►

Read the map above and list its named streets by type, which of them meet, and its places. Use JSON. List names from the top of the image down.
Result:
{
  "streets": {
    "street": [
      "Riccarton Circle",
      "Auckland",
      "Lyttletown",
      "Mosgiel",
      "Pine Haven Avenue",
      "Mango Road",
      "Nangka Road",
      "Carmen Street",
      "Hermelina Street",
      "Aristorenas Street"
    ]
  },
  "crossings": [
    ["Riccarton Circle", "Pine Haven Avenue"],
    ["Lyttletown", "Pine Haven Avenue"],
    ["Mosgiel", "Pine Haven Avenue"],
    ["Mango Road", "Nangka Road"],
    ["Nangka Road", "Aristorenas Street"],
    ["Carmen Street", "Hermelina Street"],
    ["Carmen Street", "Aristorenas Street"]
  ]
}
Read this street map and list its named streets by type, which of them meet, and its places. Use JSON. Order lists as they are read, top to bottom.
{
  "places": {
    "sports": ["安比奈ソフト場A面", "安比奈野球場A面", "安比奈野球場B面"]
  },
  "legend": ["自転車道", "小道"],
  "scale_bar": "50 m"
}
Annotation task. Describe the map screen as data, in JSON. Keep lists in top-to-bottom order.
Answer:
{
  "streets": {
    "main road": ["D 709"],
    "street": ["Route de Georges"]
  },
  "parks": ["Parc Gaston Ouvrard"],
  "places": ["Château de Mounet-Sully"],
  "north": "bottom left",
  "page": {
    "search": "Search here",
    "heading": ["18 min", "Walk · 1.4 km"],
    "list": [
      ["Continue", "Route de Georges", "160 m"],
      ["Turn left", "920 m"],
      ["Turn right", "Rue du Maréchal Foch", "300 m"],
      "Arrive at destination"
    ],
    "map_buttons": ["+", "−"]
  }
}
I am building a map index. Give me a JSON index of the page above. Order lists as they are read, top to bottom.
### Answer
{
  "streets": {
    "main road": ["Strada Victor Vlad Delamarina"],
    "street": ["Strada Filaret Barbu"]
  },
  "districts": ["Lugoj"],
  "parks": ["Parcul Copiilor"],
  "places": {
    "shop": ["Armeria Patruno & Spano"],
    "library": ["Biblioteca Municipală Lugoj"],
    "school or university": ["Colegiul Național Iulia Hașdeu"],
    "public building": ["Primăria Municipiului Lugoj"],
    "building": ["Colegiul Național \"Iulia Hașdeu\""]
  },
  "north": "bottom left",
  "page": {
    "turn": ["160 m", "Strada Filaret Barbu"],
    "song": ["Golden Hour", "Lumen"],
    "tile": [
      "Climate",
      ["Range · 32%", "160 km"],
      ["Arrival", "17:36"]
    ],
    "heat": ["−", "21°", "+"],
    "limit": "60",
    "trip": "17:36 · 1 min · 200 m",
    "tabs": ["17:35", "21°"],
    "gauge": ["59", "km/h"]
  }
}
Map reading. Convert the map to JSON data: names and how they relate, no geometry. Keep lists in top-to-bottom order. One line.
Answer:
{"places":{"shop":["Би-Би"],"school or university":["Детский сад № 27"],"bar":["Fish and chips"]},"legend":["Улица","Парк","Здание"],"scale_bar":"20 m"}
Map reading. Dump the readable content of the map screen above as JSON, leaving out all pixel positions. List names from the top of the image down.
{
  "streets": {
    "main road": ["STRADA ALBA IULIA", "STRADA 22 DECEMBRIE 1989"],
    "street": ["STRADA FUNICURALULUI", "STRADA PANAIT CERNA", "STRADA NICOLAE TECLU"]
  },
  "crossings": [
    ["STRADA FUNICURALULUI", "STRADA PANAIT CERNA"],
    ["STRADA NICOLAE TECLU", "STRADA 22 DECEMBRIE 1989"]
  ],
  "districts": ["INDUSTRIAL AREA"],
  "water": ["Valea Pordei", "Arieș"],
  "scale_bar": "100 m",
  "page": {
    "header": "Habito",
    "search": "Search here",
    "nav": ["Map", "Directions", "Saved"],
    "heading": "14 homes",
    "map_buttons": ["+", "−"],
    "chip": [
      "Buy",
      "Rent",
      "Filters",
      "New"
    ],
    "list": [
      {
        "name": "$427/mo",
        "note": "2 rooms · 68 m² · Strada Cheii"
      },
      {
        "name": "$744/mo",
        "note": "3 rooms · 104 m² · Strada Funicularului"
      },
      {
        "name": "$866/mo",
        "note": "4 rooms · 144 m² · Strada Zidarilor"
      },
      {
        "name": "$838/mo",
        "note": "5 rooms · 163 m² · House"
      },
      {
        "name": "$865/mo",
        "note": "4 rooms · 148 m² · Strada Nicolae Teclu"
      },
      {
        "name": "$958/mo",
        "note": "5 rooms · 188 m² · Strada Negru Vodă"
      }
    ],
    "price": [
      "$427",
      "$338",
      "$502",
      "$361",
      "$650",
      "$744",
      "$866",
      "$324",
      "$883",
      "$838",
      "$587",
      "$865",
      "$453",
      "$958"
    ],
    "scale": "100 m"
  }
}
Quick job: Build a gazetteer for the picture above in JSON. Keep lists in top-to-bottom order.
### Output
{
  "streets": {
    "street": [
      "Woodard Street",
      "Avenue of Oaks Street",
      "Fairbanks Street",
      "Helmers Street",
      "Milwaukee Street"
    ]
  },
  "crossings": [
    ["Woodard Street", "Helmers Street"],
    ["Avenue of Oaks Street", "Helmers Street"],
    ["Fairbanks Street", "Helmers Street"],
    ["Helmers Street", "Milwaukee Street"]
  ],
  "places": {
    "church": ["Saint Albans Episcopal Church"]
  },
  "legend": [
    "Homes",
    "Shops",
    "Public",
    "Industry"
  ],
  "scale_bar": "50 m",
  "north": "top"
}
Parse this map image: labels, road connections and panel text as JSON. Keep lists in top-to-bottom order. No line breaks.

◄

WHAT IS REQUIRED:
Tally the lines of the listing that contain "data" and give the tally alone.

RESULT OF THIS EXERCISE:
2